Assigned task: Would you repeat every line below exactly, please?

[Dataset entries]
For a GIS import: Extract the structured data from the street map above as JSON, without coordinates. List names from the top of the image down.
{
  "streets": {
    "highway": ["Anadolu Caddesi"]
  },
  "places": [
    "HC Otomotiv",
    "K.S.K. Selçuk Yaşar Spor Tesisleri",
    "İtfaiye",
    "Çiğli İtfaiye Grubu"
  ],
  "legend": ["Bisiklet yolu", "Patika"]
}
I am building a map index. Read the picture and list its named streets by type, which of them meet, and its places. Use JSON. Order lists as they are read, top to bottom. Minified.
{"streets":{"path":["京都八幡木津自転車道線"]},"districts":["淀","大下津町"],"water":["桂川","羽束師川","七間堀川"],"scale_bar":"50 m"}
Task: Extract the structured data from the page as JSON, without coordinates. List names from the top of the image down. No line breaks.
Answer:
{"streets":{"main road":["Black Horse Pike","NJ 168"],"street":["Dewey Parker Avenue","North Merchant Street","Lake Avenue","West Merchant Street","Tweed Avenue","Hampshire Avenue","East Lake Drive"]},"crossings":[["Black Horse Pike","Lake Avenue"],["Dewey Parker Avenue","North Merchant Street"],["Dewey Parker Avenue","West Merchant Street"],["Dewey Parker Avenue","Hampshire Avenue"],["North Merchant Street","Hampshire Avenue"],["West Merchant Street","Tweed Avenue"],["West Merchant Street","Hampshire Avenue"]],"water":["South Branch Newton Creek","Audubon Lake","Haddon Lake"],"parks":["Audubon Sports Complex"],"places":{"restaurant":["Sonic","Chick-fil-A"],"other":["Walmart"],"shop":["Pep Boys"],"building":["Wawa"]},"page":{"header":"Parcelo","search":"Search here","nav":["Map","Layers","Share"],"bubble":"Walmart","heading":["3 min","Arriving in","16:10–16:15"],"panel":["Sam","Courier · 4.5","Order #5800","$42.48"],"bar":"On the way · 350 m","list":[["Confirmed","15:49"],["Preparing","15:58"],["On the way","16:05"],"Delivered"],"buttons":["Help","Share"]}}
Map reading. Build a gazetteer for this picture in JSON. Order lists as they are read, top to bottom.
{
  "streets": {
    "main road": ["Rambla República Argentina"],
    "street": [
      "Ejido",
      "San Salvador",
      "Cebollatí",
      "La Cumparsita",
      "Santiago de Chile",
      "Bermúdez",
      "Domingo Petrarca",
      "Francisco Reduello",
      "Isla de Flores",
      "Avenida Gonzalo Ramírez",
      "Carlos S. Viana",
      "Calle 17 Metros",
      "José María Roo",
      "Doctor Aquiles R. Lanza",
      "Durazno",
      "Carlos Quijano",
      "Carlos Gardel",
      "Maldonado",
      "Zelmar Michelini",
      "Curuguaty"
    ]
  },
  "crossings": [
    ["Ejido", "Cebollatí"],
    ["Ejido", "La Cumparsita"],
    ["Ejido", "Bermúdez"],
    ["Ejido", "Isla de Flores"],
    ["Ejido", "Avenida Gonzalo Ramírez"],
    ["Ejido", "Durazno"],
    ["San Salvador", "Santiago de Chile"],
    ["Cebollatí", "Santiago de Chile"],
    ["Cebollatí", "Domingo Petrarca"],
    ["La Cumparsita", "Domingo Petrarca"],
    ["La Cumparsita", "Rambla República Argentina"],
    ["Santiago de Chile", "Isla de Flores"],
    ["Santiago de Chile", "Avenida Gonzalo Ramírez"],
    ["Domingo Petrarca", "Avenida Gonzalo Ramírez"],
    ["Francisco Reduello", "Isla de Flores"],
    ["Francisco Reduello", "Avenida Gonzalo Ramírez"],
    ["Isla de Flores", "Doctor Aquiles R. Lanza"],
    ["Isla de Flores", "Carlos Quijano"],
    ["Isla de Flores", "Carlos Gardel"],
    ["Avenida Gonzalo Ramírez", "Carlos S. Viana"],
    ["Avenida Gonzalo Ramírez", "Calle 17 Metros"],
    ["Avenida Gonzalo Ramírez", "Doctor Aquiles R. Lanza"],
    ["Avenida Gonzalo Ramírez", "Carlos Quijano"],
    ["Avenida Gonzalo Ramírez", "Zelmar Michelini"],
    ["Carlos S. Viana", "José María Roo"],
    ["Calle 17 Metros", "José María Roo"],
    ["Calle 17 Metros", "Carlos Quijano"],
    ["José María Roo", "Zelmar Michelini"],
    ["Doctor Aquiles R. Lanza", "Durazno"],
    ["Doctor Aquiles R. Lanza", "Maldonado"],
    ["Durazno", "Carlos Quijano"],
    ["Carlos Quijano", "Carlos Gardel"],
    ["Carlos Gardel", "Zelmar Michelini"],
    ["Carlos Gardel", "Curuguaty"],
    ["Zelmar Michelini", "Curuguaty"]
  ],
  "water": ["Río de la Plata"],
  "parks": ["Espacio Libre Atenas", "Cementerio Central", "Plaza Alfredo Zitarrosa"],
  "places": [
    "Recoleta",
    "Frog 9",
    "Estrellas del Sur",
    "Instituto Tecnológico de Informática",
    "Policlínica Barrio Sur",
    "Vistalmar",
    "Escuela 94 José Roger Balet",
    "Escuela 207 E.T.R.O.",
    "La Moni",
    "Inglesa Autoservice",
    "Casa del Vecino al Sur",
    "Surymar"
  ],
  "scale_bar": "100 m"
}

Exercise response:
For a GIS import: Extract the structured data from the street map above as JSON, without coordinates. List names from the top of the image down.
{
  "streets": {
    "highway": ["Anadolu Caddesi"]
  },
  "places": [
    "HC Otomotiv",
    "K.S.K. Selçuk Yaşar Spor Tesisleri",
    "İtfaiye",
    "Çiğli İtfaiye Grubu"
  ],
  "legend": ["Bisiklet yolu", "Patika"]
}
I am building a map index. Read the picture and list its named streets by type, which of them meet, and its places. Use JSON. Order lists as they are read, top to bottom. Minified.
{"streets":{"path":["京都八幡木津自転車道線"]},"districts":["淀","大下津町"],"water":["桂川","羽束師川","七間堀川"],"scale_bar":"50 m"}
Task: Extract the structured data from the page as JSON, without coordinates. List names from the top of the image down. No line breaks.
Answer:
{"streets":{"main road":["Black Horse Pike","NJ 168"],"street":["Dewey Parker Avenue","North Merchant Street","Lake Avenue","West Merchant Street","Tweed Avenue","Hampshire Avenue","East Lake Drive"]},"crossings":[["Black Horse Pike","Lake Avenue"],["Dewey Parker Avenue","North Merchant Street"],["Dewey Parker Avenue","West Merchant Street"],["Dewey Parker Avenue","Hampshire Avenue"],["North Merchant Street","Hampshire Avenue"],["West Merchant Street","Tweed Avenue"],["West Merchant Street","Hampshire Avenue"]],"water":["South Branch Newton Creek","Audubon Lake","Haddon Lake"],"parks":["Audubon Sports Complex"],"places":{"restaurant":["Sonic","Chick-fil-A"],"other":["Walmart"],"shop":["Pep Boys"],"building":["Wawa"]},"page":{"header":"Parcelo","search":"Search here","nav":["Map","Layers","Share"],"bubble":"Walmart","heading":["3 min","Arriving in","16:10–16:15"],"panel":["Sam","Courier · 4.5","Order #5800","$42.48"],"bar":"On the way · 350 m","list":[["Confirmed","15:49"],["Preparing","15:58"],["On the way","16:05"],"Delivered"],"buttons":["Help","Share"]}}
Map reading. Build a gazetteer for this picture in JSON. Order lists as they are read, top to bottom.
{
  "streets": {
    "main road": ["Rambla República Argentina"],
    "street": [
      "Ejido",
      "San Salvador",
      "Cebollatí",
      "La Cumparsita",
      "Santiago de Chile",
      "Bermúdez",
      "Domingo Petrarca",
      "Francisco Reduello",
      "Isla de Flores",
      "Avenida Gonzalo Ramírez",
      "Carlos S. Viana",
      "Calle 17 Metros",
      "José María Roo",
      "Doctor Aquiles R. Lanza",
      "Durazno",
      "Carlos Quijano",
      "Carlos Gardel",
      "Maldonado",
      "Zelmar Michelini",
      "Curuguaty"
    ]
  },
  "crossings": [
    ["Ejido", "Cebollatí"],
    ["Ejido", "La Cumparsita"],
    ["Ejido", "Bermúdez"],
    ["Ejido", "Isla de Flores"],
    ["Ejido", "Avenida Gonzalo Ramírez"],
    ["Ejido", "Durazno"],
    ["San Salvador", "Santiago de Chile"],
    ["Cebollatí", "Santiago de Chile"],
    ["Cebollatí", "Domingo Petrarca"],
    ["La Cumparsita", "Domingo Petrarca"],
    ["La Cumparsita", "Rambla República Argentina"],
    ["Santiago de Chile", "Isla de Flores"],
    ["Santiago de Chile", "Avenida Gonzalo Ramírez"],
    ["Domingo Petrarca", "Avenida Gonzalo Ramírez"],
    ["Francisco Reduello", "Isla de Flores"],
    ["Francisco Reduello", "Avenida Gonzalo Ramírez"],
    ["Isla de Flores", "Doctor Aquiles R. Lanza"],
    ["Isla de Flores", "Carlos Quijano"],
    ["Isla de Flores", "Carlos Gardel"],
    ["Avenida Gonzalo Ramírez", "Carlos S. Viana"],
    ["Avenida Gonzalo Ramírez", "Calle 17 Metros"],
    ["Avenida Gonzalo Ramírez", "Doctor Aquiles R. Lanza"],
    ["Avenida Gonzalo Ramírez", "Carlos Quijano"],
    ["Avenida Gonzalo Ramírez", "Zelmar Michelini"],
    ["Carlos S. Viana", "José María Roo"],
    ["Calle 17 Metros", "José María Roo"],
    ["Calle 17 Metros", "Carlos Quijano"],
    ["José María Roo", "Zelmar Michelini"],
    ["Doctor Aquiles R. Lanza", "Durazno"],
    ["Doctor Aquiles R. Lanza", "Maldonado"],
    ["Durazno", "Carlos Quijano"],
    ["Carlos Quijano", "Carlos Gardel"],
    ["Carlos Gardel", "Zelmar Michelini"],
    ["Carlos Gardel", "Curuguaty"],
    ["Zelmar Michelini", "Curuguaty"]
  ],
  "water": ["Río de la Plata"],
  "parks": ["Espacio Libre Atenas", "Cementerio Central", "Plaza Alfredo Zitarrosa"],
  "places": [
    "Recoleta",
    "Frog 9",
    "Estrellas del Sur",
    "Instituto Tecnológico de Informática",
    "Policlínica Barrio Sur",
    "Vistalmar",
    "Escuela 94 José Roger Balet",
    "Escuela 207 E.T.R.O.",
    "La Moni",
    "Inglesa Autoservice",
    "Casa del Vecino al Sur",
    "Surymar"
  ],
  "scale_bar": "100 m"
}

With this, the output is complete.